WORK INSTRUCTIONS:
Would you return the records below character for character, without any images?

EXERCISE INPUT:

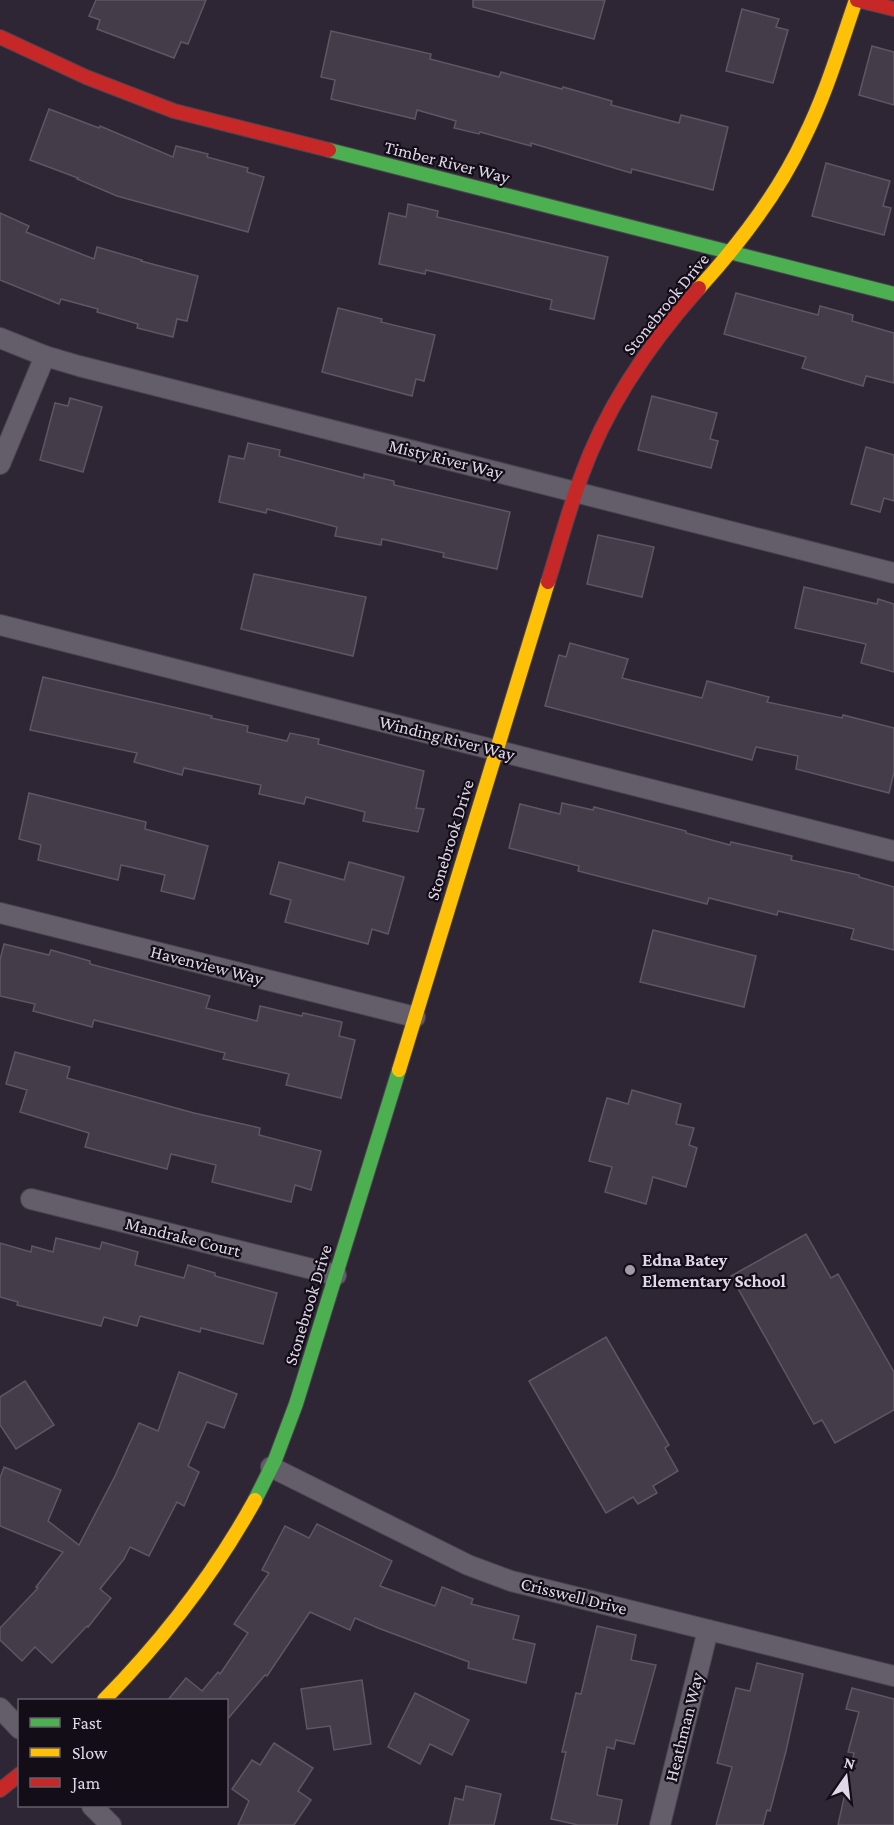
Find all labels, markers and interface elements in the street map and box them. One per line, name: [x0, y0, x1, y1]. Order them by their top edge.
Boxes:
street label: Timber River Way: [382, 137, 513, 187]
street label: Stonebrook Drive: [619, 249, 713, 359]
street label: Misty River Way: [387, 435, 506, 483]
street label: Winding River Way: [377, 711, 518, 765]
street label: Stonebrook Drive: [422, 777, 478, 903]
street label: Havenview Way: [149, 941, 266, 989]
street label: Mandrake Court: [123, 1213, 244, 1261]
street label: Stonebrook Drive: [280, 1242, 336, 1368]
place label: Edna Batey Elementary School: [642, 1250, 786, 1291]
marker: Edna Batey Elementary School: [623, 1263, 637, 1277]
street label: Crisswell Drive: [519, 1573, 629, 1619]
street label: Heathman Way: [661, 1670, 707, 1784]
legend: [18, 1699, 228, 1807]
text: Fast: [72, 1713, 103, 1733]
text: Slow: [72, 1743, 108, 1763]
north arrow: [816, 1747, 876, 1807]
text: N: [842, 1753, 857, 1773]
text: Jam: [70, 1773, 101, 1793]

RESPONSE TO THIS TASK:
Find all labels, markers and interface elements in the street map and box them. One per line, name: [x0, y0, x1, y1]. Order them by their top edge.
Boxes:
street label: Timber River Way: [382, 137, 513, 187]
street label: Stonebrook Drive: [619, 249, 713, 359]
street label: Misty River Way: [387, 435, 506, 483]
street label: Winding River Way: [377, 711, 518, 765]
street label: Stonebrook Drive: [422, 777, 478, 903]
street label: Havenview Way: [149, 941, 266, 989]
street label: Mandrake Court: [123, 1213, 244, 1261]
street label: Stonebrook Drive: [280, 1242, 336, 1368]
place label: Edna Batey Elementary School: [642, 1250, 786, 1291]
marker: Edna Batey Elementary School: [623, 1263, 637, 1277]
street label: Crisswell Drive: [519, 1573, 629, 1619]
street label: Heathman Way: [661, 1670, 707, 1784]
legend: [18, 1699, 228, 1807]
text: Fast: [72, 1713, 103, 1733]
text: Slow: [72, 1743, 108, 1763]
north arrow: [816, 1747, 876, 1807]
text: N: [842, 1753, 857, 1773]
text: Jam: [70, 1773, 101, 1793]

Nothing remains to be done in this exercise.